Work required:
This exercise asks for every record to be output again exactly.

Stored data:
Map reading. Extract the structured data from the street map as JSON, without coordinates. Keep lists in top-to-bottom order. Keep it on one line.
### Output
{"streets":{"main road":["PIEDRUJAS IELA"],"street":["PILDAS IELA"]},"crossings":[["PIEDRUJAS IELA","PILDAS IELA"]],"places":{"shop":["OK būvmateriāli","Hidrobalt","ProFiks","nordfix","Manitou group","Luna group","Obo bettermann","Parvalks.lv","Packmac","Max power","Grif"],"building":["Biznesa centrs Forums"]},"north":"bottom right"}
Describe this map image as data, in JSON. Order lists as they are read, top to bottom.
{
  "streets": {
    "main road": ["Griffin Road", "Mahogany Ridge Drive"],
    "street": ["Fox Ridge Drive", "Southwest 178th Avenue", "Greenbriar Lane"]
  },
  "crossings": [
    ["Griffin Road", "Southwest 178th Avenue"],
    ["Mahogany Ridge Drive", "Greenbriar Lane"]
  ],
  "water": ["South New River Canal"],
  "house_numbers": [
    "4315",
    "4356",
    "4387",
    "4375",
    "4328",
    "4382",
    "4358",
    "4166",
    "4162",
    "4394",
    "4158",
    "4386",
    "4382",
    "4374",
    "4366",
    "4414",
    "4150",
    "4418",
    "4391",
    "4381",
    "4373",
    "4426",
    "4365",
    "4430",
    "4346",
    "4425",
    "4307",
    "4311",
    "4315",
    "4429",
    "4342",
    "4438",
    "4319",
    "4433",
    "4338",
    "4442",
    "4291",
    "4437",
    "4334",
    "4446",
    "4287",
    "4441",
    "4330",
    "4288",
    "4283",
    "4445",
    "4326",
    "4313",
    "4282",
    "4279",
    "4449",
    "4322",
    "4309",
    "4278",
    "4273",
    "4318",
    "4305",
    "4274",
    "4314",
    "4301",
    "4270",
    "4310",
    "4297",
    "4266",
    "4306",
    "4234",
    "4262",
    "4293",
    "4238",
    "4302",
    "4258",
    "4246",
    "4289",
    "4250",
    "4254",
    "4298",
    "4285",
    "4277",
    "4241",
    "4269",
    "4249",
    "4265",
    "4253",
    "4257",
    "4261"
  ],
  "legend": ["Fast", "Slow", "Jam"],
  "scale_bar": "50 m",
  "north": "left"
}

Solution for this task:
Map reading. Extract the structured data from the street map as JSON, without coordinates. Keep lists in top-to-bottom order. Keep it on one line.
### Output
{"streets":{"main road":["PIEDRUJAS IELA"],"street":["PILDAS IELA"]},"crossings":[["PIEDRUJAS IELA","PILDAS IELA"]],"places":{"shop":["OK būvmateriāli","Hidrobalt","ProFiks","nordfix","Manitou group","Luna group","Obo bettermann","Parvalks.lv","Packmac","Max power","Grif"],"building":["Biznesa centrs Forums"]},"north":"bottom right"}
Describe this map image as data, in JSON. Order lists as they are read, top to bottom.
{
  "streets": {
    "main road": ["Griffin Road", "Mahogany Ridge Drive"],
    "street": ["Fox Ridge Drive", "Southwest 178th Avenue", "Greenbriar Lane"]
  },
  "crossings": [
    ["Griffin Road", "Southwest 178th Avenue"],
    ["Mahogany Ridge Drive", "Greenbriar Lane"]
  ],
  "water": ["South New River Canal"],
  "house_numbers": [
    "4315",
    "4356",
    "4387",
    "4375",
    "4328",
    "4382",
    "4358",
    "4166",
    "4162",
    "4394",
    "4158",
    "4386",
    "4382",
    "4374",
    "4366",
    "4414",
    "4150",
    "4418",
    "4391",
    "4381",
    "4373",
    "4426",
    "4365",
    "4430",
    "4346",
    "4425",
    "4307",
    "4311",
    "4315",
    "4429",
    "4342",
    "4438",
    "4319",
    "4433",
    "4338",
    "4442",
    "4291",
    "4437",
    "4334",
    "4446",
    "4287",
    "4441",
    "4330",
    "4288",
    "4283",
    "4445",
    "4326",
    "4313",
    "4282",
    "4279",
    "4449",
    "4322",
    "4309",
    "4278",
    "4273",
    "4318",
    "4305",
    "4274",
    "4314",
    "4301",
    "4270",
    "4310",
    "4297",
    "4266",
    "4306",
    "4234",
    "4262",
    "4293",
    "4238",
    "4302",
    "4258",
    "4246",
    "4289",
    "4250",
    "4254",
    "4298",
    "4285",
    "4277",
    "4241",
    "4269",
    "4249",
    "4265",
    "4253",
    "4257",
    "4261"
  ],
  "legend": ["Fast", "Slow", "Jam"],
  "scale_bar": "50 m",
  "north": "left"
}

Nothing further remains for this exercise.